**EXTRACTED INFORMATION**
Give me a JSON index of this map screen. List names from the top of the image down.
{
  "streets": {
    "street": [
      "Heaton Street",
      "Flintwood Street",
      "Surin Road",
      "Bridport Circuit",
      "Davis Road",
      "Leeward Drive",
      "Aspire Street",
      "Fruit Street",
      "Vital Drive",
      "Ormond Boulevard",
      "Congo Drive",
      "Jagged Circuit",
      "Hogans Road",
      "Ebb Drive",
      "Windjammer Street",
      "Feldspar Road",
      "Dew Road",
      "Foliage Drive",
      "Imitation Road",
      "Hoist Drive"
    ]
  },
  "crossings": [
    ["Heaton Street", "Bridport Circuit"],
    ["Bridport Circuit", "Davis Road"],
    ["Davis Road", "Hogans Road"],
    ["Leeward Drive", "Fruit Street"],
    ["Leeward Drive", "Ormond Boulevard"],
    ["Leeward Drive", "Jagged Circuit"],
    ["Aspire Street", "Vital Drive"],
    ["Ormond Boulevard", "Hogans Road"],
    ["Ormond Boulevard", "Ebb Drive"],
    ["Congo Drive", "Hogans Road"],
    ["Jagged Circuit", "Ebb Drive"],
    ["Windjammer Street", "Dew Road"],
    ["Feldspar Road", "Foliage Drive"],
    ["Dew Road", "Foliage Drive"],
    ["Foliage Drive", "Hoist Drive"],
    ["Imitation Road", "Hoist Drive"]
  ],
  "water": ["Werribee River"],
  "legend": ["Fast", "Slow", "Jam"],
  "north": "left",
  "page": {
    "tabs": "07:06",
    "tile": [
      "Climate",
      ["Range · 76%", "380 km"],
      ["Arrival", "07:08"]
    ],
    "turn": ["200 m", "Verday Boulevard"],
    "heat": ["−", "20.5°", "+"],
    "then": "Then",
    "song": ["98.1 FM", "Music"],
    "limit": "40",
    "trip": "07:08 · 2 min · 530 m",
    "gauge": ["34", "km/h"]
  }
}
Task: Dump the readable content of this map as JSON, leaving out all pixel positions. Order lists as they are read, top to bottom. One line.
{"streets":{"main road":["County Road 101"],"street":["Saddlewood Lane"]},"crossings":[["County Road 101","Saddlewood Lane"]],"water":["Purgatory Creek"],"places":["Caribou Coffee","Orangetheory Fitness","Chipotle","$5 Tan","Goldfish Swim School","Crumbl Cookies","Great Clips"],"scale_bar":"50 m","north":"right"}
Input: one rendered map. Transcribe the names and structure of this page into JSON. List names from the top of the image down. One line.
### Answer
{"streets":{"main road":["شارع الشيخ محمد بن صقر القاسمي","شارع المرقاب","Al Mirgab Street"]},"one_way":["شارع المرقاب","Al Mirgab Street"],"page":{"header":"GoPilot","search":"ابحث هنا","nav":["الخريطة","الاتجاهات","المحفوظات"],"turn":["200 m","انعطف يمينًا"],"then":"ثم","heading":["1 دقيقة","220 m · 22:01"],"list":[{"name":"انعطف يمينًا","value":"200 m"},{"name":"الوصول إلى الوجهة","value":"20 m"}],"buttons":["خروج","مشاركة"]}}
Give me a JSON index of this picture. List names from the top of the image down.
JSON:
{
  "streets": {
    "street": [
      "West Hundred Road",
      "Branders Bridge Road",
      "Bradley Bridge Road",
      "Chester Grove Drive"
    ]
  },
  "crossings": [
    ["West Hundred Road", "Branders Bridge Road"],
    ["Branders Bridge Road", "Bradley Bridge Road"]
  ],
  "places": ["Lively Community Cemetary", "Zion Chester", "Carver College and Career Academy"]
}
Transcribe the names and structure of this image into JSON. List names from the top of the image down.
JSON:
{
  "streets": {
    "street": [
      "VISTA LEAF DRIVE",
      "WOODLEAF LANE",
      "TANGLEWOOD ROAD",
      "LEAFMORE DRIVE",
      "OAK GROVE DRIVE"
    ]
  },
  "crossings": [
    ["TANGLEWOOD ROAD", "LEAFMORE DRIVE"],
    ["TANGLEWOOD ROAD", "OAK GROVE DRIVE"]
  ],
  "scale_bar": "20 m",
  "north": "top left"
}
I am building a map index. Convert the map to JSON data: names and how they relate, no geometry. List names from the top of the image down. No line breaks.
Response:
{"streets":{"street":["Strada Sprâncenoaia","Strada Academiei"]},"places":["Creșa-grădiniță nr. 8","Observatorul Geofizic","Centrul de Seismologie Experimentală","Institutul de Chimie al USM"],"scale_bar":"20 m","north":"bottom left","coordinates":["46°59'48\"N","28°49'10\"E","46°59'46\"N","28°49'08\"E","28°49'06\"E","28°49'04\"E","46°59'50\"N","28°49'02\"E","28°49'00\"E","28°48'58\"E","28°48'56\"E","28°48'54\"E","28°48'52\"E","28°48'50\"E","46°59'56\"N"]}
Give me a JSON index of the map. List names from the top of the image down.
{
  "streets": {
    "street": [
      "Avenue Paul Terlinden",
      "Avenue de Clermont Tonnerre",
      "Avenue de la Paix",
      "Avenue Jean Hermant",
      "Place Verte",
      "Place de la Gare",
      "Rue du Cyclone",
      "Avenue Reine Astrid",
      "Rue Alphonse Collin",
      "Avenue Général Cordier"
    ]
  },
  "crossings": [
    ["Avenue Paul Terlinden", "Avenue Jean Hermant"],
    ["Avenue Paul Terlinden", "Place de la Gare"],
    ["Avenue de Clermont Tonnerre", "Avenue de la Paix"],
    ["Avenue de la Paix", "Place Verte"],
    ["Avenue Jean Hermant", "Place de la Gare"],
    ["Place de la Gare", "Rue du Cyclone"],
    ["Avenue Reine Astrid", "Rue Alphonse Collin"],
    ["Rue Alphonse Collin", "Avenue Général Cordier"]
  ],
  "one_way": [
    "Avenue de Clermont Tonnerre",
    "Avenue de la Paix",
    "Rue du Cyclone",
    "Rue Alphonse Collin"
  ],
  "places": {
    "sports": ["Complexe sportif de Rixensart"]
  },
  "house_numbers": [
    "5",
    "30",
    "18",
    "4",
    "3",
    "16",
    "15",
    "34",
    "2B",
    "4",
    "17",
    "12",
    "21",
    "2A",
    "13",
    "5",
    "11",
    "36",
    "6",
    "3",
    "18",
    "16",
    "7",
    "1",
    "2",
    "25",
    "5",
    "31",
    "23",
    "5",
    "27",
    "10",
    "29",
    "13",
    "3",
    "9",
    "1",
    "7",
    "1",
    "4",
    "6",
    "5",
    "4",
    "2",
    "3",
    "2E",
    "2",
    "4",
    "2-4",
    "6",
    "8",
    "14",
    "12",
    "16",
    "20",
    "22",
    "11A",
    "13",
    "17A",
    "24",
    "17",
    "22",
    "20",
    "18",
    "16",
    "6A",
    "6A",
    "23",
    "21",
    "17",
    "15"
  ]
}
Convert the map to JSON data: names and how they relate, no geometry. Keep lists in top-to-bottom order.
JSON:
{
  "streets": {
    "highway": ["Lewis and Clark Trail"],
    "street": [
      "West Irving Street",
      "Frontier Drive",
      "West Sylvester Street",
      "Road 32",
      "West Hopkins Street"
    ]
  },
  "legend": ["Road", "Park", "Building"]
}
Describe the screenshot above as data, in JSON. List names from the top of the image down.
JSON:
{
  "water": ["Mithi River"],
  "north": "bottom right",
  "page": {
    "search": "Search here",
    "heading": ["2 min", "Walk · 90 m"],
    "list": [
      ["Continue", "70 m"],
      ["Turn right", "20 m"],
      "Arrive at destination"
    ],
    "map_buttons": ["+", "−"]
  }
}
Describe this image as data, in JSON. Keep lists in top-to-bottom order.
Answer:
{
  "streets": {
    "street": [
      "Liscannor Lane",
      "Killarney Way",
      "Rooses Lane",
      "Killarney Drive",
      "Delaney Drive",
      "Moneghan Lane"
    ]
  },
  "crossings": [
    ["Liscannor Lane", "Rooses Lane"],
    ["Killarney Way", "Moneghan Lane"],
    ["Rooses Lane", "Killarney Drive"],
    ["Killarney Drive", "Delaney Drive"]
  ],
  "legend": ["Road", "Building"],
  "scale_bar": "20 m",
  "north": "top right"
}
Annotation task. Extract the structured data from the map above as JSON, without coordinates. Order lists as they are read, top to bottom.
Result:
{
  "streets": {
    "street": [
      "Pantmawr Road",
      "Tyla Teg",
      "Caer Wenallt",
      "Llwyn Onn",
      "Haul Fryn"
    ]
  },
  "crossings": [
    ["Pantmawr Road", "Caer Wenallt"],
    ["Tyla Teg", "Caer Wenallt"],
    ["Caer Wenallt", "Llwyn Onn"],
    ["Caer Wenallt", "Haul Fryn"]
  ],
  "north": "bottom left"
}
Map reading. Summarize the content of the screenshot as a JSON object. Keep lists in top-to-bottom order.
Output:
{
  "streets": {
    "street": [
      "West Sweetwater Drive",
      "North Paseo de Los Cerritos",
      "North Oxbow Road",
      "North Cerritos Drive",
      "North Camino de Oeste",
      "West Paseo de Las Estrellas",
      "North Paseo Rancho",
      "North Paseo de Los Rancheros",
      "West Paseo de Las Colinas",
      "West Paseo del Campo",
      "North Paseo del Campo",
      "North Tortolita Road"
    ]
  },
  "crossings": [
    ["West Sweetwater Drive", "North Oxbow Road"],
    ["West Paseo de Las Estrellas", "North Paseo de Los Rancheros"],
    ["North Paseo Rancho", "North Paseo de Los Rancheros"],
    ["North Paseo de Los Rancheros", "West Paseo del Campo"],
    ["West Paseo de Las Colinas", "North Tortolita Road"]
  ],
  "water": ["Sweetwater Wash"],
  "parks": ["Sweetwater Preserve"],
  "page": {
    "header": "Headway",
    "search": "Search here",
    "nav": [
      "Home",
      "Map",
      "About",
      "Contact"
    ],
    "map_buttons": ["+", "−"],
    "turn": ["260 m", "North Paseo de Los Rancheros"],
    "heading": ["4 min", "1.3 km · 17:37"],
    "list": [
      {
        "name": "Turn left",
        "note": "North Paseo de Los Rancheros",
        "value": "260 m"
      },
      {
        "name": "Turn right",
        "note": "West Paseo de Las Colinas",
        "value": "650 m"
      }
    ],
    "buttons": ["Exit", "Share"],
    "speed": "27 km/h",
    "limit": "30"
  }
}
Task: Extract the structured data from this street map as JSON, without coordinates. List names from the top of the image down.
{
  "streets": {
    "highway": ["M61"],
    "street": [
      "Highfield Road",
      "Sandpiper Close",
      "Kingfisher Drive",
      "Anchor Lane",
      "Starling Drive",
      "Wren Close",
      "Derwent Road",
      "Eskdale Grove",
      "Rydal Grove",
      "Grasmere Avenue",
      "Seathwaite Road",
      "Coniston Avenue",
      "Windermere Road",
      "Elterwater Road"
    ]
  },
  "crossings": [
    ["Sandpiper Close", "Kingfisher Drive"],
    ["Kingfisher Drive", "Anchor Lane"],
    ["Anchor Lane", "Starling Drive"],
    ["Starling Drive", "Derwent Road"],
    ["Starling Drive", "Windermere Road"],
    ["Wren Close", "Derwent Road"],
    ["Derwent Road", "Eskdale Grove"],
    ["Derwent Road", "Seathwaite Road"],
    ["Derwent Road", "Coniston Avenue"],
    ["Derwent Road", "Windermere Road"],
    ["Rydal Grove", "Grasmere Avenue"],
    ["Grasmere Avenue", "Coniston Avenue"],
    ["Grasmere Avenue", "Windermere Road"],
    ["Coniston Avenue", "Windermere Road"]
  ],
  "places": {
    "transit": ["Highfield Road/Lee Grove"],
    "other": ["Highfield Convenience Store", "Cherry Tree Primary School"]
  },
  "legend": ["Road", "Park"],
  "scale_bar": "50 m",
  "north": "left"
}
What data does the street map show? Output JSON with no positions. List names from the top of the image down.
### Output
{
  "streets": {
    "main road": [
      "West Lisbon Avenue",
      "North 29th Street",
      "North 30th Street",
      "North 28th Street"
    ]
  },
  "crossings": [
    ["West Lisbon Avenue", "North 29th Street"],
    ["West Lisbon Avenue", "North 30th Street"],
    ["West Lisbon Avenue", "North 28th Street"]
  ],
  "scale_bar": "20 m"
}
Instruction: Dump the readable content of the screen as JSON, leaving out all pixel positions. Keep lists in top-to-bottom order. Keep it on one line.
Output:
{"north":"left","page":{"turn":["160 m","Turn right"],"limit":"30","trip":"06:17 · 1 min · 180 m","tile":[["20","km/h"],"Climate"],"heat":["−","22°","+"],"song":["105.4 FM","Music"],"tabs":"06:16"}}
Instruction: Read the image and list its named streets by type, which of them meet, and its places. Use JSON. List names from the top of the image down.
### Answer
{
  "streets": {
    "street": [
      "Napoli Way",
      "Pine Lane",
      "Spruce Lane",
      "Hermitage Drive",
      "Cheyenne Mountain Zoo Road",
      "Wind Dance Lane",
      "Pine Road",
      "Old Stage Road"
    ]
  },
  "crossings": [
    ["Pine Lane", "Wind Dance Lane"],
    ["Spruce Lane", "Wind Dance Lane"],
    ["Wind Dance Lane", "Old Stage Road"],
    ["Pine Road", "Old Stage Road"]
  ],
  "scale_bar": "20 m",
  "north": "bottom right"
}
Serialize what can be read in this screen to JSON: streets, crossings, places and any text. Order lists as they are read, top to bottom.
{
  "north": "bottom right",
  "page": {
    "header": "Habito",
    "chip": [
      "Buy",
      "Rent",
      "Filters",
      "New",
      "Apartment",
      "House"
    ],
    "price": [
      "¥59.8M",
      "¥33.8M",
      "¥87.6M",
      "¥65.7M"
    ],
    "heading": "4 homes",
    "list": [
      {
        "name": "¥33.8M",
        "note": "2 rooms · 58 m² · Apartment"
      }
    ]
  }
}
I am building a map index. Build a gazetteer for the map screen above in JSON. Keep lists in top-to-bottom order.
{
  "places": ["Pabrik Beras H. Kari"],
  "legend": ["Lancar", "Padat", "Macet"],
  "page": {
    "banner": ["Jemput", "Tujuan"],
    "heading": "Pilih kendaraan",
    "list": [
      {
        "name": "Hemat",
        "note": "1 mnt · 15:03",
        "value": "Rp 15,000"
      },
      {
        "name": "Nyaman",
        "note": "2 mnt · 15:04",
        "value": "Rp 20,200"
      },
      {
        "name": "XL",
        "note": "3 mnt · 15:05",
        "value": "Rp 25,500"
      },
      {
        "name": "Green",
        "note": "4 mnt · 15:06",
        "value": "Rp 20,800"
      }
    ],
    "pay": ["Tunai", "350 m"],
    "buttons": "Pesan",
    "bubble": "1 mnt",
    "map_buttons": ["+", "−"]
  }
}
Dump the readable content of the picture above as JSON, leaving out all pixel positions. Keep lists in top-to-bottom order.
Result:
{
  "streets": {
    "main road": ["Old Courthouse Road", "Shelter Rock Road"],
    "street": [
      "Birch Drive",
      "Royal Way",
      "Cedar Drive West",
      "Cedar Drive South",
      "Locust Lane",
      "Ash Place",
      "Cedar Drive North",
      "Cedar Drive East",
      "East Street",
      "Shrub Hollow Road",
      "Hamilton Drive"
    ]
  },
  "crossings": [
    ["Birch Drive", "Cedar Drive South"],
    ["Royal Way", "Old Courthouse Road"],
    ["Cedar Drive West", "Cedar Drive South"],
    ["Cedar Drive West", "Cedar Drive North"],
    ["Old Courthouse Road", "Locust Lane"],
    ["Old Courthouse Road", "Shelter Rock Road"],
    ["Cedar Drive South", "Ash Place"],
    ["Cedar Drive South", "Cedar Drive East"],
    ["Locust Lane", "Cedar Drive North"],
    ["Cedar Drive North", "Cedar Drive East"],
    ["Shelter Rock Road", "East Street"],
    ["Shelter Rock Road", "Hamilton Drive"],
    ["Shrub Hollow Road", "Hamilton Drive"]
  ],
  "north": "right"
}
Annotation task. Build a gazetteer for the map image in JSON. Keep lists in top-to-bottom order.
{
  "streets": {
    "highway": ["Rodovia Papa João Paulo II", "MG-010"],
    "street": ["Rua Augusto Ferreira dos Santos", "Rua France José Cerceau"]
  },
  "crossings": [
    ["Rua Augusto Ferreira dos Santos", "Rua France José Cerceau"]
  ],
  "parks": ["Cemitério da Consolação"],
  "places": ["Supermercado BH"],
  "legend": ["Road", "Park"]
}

**DIRECTIONS FOR THIS TASK**
Leave out every line ahead of the one containing "Annotation task. Build" and print the rest of the listing exactly.

**WRITTEN REPLY**
Annotation task. Build a gazetteer for the map image in JSON. Keep lists in top-to-bottom order.
{
  "streets": {
    "highway": ["Rodovia Papa João Paulo II", "MG-010"],
    "street": ["Rua Augusto Ferreira dos Santos", "Rua France José Cerceau"]
  },
  "crossings": [
    ["Rua Augusto Ferreira dos Santos", "Rua France José Cerceau"]
  ],
  "parks": ["Cemitério da Consolação"],
  "places": ["Supermercado BH"],
  "legend": ["Road", "Park"]
}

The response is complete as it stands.